# First-Time Outdoor Grow (PICS)



## Irie (Sep 19, 2006)

Hey all, this is my first Outdoor grow that Im fallowing through.. Here are a few pictures, the seed was just a random seed.. Feedback is much wanted!!















Sorry if it takes awhile to load guys my server has been a little iffy lately.. Let the feedback roll in from the Vets!

Irie


----------



## Bojok (Sep 19, 2006)

Nice plant there. Keep doin watcha doin. Things are looking good.


----------



## Irie (Sep 19, 2006)

Thanks, It still has a good while till its anywhere near done.. I shall keep everyone updated...

Feedback is still apreciated Greatly!

IrieEyed


----------



## skunk (Sep 19, 2006)

very nice job so far . what nutes are you using ? just asking cause it looks like you need a little more phosphate to there diet with your puple bud and stems.


----------



## Irie (Sep 19, 2006)

What im using is 10,52,10  52%phosphate, I have been using half strength every 7 days ( thinking about over fertalization ), do you think I should switch to full? Thanks for the help its much apreciated mang!


----------



## KADE (Sep 19, 2006)

i think u'll be fine at full dose.....  I've always used it...


----------



## Irie (Sep 19, 2006)

Yea im going to have to change it up a bit.. Thanks for all the feedback, the board seems to have some life to it now..

Irie


----------



## skunk (Sep 19, 2006)

yes i would . but it  sounds like your using miracle grow . i would go to lowes and get some organic triple phoshate. if not go ahead and double dose it but nothing at your last 2 weeks of flowering .


----------



## KADE (Sep 19, 2006)

I'll always get around to a post... I'm on the site 2-3 times a day right now.. since i'm on EI and have nothing better to do.


----------



## skunk (Sep 19, 2006)

anyone for checkers while were here lol.


----------



## KADE (Sep 19, 2006)

i'm more of a holdem fan


----------



## Irie (Sep 19, 2006)

Your right I am using a Miracle Grow type phoshate but not that brand.. Its organic, but maybe I need to go to a bit more shopping at lowes.. Thanks on the info.. This is 100% outdoors, its pretty got here in Cali atm around 80+ a day..


----------



## Irie (Sep 19, 2006)

I wish I was good at card games, never really got to into them..


----------



## AeroTX (Sep 20, 2006)

I hate card games, I need animation!!!! Anyway, looks, good and I wish I had known that purple stems meant lack of phosphate.
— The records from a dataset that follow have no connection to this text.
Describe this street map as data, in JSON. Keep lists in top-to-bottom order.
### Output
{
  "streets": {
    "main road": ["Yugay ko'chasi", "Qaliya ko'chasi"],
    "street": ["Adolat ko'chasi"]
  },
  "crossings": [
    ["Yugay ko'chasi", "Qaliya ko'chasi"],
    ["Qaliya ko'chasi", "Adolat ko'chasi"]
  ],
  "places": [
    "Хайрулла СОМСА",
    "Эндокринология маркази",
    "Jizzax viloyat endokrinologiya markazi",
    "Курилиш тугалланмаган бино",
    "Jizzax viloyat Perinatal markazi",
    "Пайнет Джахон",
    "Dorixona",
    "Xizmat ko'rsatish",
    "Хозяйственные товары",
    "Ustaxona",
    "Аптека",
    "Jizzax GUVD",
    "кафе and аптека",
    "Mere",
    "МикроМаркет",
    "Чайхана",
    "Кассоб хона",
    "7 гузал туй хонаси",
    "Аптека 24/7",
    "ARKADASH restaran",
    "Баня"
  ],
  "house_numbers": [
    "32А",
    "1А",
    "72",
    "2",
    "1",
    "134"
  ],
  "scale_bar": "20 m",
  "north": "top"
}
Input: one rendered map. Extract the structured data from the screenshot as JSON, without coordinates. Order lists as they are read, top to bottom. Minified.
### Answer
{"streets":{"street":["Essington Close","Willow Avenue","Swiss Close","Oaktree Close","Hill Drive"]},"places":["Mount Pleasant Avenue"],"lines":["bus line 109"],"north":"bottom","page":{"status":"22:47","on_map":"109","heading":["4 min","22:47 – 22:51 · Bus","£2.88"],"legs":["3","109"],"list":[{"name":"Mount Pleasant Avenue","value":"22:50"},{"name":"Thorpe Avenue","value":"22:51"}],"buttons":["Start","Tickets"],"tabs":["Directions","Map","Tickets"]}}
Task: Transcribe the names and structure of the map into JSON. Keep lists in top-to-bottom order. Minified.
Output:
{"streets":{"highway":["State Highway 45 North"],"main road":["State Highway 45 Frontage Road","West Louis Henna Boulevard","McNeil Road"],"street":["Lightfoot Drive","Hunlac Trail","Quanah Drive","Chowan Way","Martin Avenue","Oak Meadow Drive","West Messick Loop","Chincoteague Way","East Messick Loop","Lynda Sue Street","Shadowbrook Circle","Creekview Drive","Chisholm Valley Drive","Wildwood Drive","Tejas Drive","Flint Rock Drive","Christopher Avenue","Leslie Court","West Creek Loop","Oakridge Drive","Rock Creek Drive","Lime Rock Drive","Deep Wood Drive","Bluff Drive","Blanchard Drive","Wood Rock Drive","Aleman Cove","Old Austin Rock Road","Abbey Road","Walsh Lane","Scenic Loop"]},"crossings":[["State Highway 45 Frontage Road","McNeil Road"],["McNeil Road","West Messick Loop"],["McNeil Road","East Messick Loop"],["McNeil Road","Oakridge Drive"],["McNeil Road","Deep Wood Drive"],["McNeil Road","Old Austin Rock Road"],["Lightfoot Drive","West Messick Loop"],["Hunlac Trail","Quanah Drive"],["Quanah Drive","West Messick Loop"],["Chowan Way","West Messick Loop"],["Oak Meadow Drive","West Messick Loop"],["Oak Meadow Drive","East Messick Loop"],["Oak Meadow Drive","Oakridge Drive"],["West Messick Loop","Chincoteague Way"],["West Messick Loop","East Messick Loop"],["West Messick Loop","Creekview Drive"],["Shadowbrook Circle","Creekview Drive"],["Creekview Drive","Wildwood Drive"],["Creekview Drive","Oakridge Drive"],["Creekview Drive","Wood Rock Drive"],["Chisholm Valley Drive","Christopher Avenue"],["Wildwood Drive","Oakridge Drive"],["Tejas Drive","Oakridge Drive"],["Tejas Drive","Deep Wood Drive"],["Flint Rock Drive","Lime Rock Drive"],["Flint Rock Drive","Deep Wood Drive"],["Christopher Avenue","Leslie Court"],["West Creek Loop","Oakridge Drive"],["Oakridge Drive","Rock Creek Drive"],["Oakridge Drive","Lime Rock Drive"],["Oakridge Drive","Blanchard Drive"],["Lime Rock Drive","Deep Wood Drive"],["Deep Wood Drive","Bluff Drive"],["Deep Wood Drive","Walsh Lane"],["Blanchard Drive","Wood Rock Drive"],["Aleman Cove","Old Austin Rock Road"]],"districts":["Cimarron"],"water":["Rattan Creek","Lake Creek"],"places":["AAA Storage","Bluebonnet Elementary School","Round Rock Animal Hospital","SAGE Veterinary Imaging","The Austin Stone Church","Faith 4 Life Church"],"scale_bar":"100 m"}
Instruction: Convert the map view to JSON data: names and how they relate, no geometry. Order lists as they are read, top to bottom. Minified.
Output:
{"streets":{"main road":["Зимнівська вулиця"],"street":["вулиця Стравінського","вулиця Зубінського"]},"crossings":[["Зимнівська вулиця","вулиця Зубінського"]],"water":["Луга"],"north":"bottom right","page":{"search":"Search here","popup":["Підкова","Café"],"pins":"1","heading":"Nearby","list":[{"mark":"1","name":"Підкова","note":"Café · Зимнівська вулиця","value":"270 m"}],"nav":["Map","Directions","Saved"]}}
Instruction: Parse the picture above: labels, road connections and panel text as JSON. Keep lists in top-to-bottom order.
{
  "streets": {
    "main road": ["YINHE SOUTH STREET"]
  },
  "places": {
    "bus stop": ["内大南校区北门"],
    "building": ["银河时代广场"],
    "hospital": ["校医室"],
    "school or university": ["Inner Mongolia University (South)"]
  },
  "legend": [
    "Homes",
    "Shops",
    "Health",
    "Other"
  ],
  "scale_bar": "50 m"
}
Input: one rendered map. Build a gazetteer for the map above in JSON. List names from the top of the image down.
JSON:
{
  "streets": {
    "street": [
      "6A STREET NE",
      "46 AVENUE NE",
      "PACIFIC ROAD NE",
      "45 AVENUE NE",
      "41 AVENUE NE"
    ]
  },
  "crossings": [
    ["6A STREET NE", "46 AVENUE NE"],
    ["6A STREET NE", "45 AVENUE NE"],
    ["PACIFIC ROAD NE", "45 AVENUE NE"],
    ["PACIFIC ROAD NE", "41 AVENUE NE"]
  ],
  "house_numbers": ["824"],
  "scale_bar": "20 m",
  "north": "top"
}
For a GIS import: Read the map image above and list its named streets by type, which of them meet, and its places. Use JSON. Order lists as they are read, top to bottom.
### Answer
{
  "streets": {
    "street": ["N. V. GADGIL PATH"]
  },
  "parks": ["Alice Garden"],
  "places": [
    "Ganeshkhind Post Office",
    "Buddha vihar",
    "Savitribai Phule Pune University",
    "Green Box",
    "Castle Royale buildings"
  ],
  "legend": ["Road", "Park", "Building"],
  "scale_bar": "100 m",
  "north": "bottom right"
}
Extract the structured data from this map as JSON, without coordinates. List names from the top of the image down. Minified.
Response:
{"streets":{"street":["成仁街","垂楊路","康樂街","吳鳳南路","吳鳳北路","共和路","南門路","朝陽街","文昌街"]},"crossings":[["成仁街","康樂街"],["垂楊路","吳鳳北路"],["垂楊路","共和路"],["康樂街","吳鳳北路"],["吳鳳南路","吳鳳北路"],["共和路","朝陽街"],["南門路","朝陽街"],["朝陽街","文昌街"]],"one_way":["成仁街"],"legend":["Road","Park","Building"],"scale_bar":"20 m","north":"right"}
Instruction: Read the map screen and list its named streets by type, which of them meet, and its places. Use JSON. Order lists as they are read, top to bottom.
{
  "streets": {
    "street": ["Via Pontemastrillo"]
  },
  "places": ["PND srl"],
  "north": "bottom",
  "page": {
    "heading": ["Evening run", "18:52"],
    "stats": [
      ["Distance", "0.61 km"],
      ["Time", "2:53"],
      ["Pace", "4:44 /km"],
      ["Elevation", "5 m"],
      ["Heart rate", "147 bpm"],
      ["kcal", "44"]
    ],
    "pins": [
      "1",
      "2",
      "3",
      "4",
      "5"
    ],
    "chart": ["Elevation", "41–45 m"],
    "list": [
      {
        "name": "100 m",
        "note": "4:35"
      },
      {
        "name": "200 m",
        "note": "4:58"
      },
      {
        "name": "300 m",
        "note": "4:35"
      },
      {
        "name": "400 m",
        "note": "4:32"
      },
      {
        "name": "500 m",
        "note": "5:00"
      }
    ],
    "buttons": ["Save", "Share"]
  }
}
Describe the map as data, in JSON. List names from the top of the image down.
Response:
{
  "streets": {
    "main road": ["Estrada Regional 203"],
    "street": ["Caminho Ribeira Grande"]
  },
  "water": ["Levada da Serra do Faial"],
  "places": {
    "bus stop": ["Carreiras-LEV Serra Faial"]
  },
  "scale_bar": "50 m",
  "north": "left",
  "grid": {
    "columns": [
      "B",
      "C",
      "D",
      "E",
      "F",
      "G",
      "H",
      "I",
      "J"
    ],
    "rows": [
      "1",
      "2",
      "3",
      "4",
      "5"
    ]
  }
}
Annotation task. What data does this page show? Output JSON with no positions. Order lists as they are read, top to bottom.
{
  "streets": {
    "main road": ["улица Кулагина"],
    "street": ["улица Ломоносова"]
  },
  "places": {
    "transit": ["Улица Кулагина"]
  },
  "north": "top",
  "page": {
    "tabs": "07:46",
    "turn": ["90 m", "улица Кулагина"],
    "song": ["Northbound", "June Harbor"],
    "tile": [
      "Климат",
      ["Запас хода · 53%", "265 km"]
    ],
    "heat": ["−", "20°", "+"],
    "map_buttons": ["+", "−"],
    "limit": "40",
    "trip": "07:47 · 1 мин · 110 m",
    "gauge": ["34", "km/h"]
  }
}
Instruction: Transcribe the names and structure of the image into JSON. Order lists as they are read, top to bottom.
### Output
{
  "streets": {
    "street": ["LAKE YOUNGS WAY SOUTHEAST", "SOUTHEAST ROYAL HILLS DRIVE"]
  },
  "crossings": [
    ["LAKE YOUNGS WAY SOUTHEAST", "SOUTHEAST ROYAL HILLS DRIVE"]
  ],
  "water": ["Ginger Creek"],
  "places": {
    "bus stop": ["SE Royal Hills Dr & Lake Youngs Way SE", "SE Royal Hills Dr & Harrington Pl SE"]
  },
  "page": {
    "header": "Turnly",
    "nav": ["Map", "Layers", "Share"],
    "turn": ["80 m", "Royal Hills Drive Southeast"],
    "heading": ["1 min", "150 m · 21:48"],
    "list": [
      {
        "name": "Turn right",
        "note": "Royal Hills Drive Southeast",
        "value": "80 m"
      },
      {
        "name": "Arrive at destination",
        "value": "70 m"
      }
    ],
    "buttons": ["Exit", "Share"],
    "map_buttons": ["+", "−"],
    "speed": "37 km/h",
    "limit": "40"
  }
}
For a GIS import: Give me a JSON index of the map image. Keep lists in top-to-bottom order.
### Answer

That would explain one of the plants in my last batch. Does Lowes really have a good selection? I always go to texas hydroponics, and a place called bright ideas. I'm sure there are shops liek that near you.


----------



## Irie (Sep 20, 2006)

Oh yea we have alot of hydro shops, ill be making my rounds tommarow.. I wish I knew what strain this is, I dont really care none the less.. Looking like it may be a Sativa strain but hey this is me first time


----------



## THE BROTHER'S GRUNT (Sep 20, 2006)

*Your lady friend looks great. Keep it up.  *


----------



## astra007 (Sep 22, 2006)

thought i posted, im loosing it.  you have a pure sativa dom.  possibly a purple sativa hybrid.  the bud resembles godbud or sweetgod which is 75% sativa.  the sweetgod that is = sweettooth x godbud


----------



## cabby1 (Sep 25, 2006)

so hows ur beauty irie?


----------



## Irie (Sep 27, 2006)

cabby1 said:
			
		

> so hows ur beauty irie?



I will go take a few pictures in a minute or two.. Its been almost 2 weeks.. Their looking beautiful.


----------



## cabby1 (Sep 30, 2006)

any new pics irie?


----------



## Irie (Oct 4, 2006)

Aw Cabby im sorry on the lag man, ill put some up tommarow after I get out of work.. dont even worry ;]


----------



## Your Moms Box (Oct 10, 2006)

Liar liar pants on fire.... haha


----------



## cabby1 (Oct 10, 2006)

Your Moms Box said:
			
		

> Liar liar pants on fire.... haha


 
ditto


----------



## Tonto (Oct 10, 2006)

Pics, man!!


----------



## THE BROTHER'S GRUNT (Oct 11, 2006)

*We want pics, We want pics, We want pics, and the chant continues.   Hey Irie i think everyone wants pics.  *


----------



## Irie (Oct 23, 2006)

I accually harvested a week ago, and in the proccess of drying. Still buds on the plant, they look WAY better then the ones i Clipped.. Im sorry about the flix my camera is broke, but ill FOR SURE get some in the next 2 days, of the plant as it is now, and some of the nugs.


irie


----------



## Tonto (Oct 23, 2006)

You are just like a woman, leading me on so.


----------